§ PROBLEM TO WORK ON:
In the data below, find every line with the word "bottom" and copy it.

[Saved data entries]
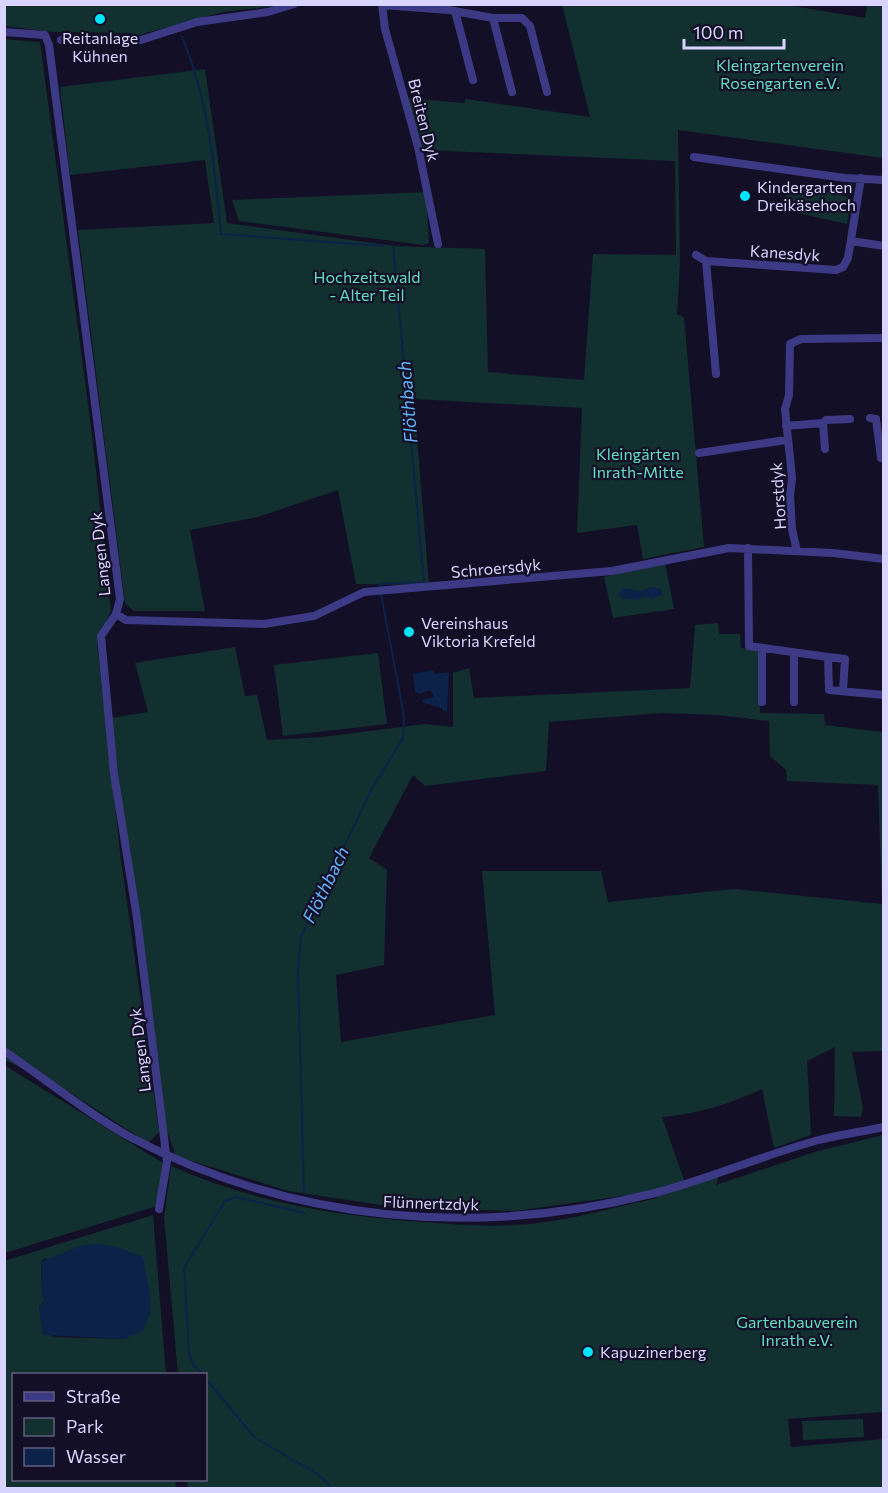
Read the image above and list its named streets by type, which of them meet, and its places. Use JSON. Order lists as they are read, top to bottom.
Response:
{
  "streets": {
    "street": [
      "Breiten Dyk",
      "Kanesdyk",
      "Horstdyk",
      "Langen Dyk",
      "Schroersdyk",
      "Flünnertzdyk"
    ]
  },
  "crossings": [
    ["Horstdyk", "Schroersdyk"],
    ["Langen Dyk", "Schroersdyk"],
    ["Langen Dyk", "Flünnertzdyk"]
  ],
  "water": ["Flöthbach"],
  "parks": [
    "Kleingartenverein Rosengarten e.V.",
    "Hochzeitswald - Alter Teil",
    "Kleingärten Inrath-Mitte",
    "Gartenbauverein Inrath e.V."
  ],
  "places": [
    "Reitanlage Kühnen",
    "Kindergarten Dreikäsehoch",
    "Vereinshaus Viktoria Krefeld",
    "Kapuzinerberg"
  ],
  "legend": ["Straße", "Park", "Wasser"],
  "scale_bar": "100 m"
}
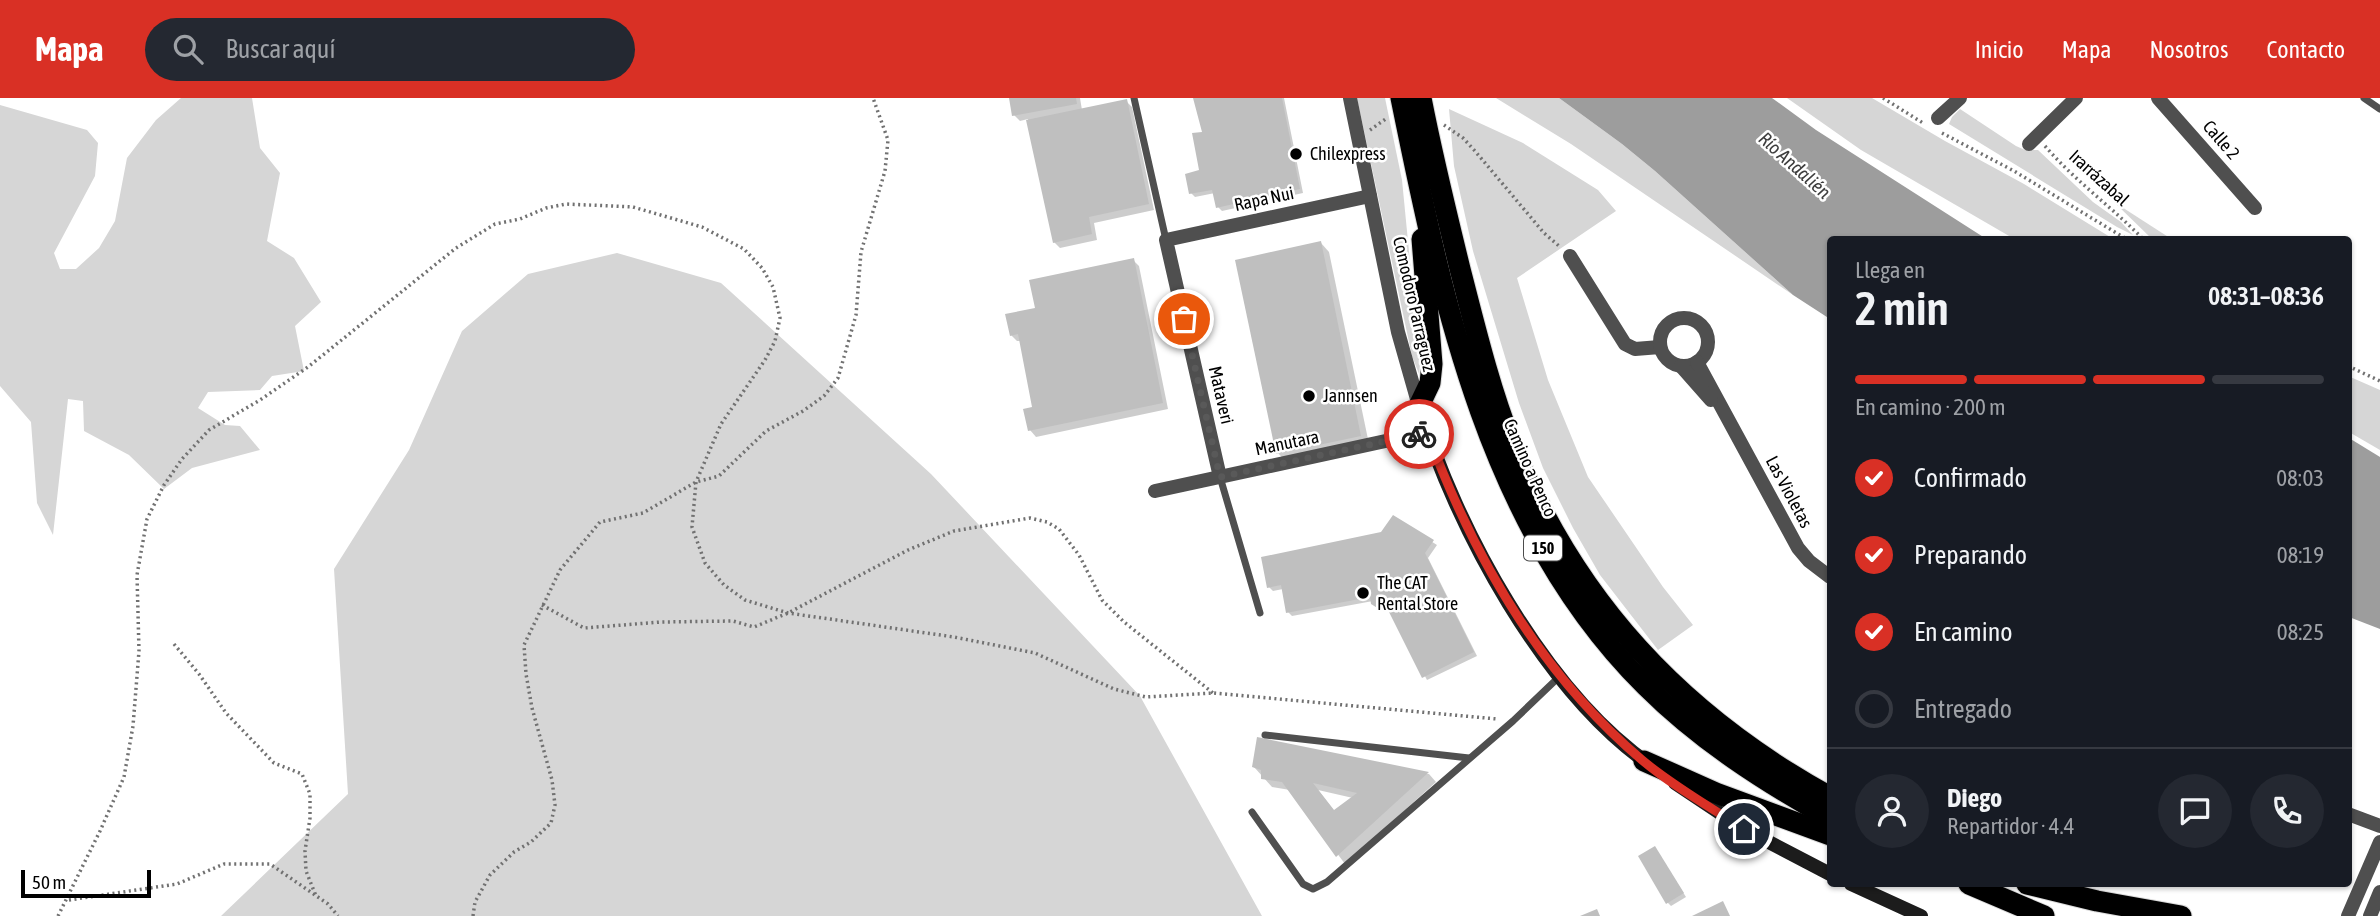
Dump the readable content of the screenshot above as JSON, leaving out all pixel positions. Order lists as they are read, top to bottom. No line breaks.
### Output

§ TASK RESPONSE:
Read the image above and list its named streets by type, which of them meet, and its places. Use JSON. Order lists as they are read, top to bottom.
Dump the readable content of the screenshot above as JSON, leaving out all pixel positions. Order lists as they are read, top to bottom. No line breaks.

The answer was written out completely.